[Aim of the task]:
Only a number is required: how many lines of the material contain the string "Enumerate".

[Source data]:
——————

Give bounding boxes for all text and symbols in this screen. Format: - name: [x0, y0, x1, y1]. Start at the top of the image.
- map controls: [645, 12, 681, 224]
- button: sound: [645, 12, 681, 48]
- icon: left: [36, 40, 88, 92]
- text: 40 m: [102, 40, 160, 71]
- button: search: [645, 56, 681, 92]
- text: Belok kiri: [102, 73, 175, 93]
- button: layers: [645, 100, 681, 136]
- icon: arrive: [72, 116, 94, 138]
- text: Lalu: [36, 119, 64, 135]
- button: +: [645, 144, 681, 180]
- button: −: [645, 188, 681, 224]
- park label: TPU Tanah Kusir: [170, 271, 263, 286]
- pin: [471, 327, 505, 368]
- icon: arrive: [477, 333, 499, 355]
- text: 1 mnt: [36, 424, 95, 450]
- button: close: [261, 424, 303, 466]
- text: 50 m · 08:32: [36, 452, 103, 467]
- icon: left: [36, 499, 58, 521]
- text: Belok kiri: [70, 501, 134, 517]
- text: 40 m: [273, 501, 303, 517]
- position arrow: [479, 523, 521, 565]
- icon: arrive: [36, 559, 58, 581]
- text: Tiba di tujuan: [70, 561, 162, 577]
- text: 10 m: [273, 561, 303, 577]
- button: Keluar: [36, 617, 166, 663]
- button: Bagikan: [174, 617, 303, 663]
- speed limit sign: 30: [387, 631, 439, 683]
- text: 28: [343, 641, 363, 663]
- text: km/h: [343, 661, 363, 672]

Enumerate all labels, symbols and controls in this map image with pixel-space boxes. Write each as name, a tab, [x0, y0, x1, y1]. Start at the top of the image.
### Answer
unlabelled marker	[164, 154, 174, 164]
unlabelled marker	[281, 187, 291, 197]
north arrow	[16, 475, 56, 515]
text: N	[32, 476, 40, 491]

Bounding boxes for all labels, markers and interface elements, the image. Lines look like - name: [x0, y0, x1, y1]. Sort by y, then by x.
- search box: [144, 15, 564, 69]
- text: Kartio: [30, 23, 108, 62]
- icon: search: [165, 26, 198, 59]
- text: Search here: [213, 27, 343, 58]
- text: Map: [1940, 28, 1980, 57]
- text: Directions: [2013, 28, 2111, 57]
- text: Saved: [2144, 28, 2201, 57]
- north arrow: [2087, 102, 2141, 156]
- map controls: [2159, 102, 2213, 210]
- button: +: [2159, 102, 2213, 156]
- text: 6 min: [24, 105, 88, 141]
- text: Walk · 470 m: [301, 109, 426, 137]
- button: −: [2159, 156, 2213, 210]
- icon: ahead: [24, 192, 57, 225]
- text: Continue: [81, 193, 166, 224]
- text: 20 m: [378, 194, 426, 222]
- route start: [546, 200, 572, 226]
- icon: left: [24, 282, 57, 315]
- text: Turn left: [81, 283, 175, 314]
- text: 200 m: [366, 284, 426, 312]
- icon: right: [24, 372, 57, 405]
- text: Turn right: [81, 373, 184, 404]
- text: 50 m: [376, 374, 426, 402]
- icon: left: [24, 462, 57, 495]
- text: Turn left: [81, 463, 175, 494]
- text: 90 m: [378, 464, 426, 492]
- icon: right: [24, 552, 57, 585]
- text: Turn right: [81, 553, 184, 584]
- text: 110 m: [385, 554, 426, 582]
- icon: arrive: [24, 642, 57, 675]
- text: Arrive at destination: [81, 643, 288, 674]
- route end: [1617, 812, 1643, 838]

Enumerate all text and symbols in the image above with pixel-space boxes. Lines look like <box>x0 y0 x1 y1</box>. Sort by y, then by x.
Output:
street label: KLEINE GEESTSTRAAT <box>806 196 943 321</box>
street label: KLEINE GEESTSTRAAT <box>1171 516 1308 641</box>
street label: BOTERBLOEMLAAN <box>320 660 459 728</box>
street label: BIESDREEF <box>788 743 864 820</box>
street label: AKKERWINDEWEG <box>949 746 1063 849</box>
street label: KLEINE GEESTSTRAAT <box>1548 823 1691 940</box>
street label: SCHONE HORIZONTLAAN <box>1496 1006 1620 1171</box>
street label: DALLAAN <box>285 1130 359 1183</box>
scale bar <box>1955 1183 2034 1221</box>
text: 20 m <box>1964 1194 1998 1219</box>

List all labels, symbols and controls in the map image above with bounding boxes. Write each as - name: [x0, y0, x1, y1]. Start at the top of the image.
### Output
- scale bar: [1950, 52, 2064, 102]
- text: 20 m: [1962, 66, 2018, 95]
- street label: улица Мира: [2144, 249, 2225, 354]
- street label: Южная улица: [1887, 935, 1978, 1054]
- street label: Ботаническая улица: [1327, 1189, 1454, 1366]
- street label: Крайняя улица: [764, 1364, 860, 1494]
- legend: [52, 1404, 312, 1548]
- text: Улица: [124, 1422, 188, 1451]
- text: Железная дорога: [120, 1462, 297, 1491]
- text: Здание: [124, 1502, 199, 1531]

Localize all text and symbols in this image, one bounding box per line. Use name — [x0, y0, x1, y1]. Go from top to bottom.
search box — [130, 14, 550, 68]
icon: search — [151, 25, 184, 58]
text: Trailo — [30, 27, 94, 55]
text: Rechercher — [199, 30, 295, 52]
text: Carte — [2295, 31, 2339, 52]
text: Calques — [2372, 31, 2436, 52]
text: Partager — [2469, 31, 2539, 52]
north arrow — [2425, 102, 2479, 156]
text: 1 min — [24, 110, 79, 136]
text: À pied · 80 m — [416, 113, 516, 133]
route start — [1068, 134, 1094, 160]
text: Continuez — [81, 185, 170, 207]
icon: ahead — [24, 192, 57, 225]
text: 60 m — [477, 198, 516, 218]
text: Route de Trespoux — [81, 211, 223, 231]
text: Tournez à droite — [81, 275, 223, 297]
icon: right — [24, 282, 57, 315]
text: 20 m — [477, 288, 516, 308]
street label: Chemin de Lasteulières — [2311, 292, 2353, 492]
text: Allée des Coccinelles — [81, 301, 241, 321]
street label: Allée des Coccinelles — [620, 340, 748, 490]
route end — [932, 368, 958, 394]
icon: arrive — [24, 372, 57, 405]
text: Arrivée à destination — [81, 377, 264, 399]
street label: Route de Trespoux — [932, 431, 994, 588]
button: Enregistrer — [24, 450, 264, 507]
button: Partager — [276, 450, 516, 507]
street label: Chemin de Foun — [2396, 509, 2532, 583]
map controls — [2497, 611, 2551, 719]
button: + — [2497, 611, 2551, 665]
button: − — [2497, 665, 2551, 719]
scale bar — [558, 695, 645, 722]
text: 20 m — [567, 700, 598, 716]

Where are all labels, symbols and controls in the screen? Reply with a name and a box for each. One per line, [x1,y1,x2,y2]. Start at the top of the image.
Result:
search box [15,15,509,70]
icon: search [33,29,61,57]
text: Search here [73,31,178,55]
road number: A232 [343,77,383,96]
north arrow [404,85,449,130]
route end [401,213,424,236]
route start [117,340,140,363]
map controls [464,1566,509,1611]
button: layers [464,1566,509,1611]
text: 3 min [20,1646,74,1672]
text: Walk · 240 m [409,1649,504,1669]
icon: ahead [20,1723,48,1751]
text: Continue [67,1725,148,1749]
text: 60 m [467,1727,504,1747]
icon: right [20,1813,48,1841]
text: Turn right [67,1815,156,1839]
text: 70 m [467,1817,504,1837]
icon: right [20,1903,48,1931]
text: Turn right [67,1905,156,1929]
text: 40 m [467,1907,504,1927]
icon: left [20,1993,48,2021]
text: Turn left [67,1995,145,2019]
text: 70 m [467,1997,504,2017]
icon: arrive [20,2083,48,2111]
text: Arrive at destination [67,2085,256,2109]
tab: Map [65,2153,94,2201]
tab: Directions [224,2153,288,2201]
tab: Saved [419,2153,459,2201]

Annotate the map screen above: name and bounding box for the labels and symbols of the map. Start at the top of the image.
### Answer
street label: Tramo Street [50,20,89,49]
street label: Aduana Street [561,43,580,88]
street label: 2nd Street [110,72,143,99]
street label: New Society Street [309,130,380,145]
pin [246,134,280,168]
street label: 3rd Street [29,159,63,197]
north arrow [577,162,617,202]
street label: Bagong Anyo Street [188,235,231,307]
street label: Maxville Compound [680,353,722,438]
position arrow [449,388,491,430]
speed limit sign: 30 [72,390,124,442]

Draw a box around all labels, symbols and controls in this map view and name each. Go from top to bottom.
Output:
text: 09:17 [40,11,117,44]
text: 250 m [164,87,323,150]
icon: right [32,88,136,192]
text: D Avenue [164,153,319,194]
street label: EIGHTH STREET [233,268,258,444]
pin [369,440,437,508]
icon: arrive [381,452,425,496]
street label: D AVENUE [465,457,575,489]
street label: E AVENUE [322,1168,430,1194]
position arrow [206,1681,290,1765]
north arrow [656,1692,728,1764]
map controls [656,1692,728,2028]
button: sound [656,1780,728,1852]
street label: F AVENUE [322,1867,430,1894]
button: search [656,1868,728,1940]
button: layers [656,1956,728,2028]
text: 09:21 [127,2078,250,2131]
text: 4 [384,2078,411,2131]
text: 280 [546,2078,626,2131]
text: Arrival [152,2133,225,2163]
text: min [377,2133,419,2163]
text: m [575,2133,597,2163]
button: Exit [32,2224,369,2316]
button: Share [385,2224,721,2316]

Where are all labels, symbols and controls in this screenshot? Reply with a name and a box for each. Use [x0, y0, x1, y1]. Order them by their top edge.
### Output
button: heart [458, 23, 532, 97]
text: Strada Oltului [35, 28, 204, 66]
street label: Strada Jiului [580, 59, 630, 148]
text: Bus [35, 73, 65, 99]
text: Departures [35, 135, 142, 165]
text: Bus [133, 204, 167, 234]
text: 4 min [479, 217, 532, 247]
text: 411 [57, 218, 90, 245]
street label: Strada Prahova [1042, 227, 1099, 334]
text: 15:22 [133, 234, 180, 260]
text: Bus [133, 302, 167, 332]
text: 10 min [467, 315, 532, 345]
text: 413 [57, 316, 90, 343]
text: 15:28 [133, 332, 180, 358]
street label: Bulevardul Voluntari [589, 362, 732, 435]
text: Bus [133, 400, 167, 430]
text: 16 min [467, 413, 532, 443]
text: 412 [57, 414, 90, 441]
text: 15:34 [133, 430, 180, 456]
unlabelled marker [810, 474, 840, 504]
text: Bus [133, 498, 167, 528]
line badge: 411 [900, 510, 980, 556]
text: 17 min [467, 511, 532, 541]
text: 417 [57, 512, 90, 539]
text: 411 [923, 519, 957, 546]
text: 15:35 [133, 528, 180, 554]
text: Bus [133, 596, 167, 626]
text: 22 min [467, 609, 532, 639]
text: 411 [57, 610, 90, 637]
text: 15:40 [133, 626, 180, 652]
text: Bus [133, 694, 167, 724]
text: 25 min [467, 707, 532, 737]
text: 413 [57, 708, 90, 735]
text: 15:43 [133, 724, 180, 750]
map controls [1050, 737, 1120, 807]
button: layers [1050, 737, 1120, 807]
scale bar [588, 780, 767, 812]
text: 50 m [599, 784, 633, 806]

——————

[Answer to this problem]:
2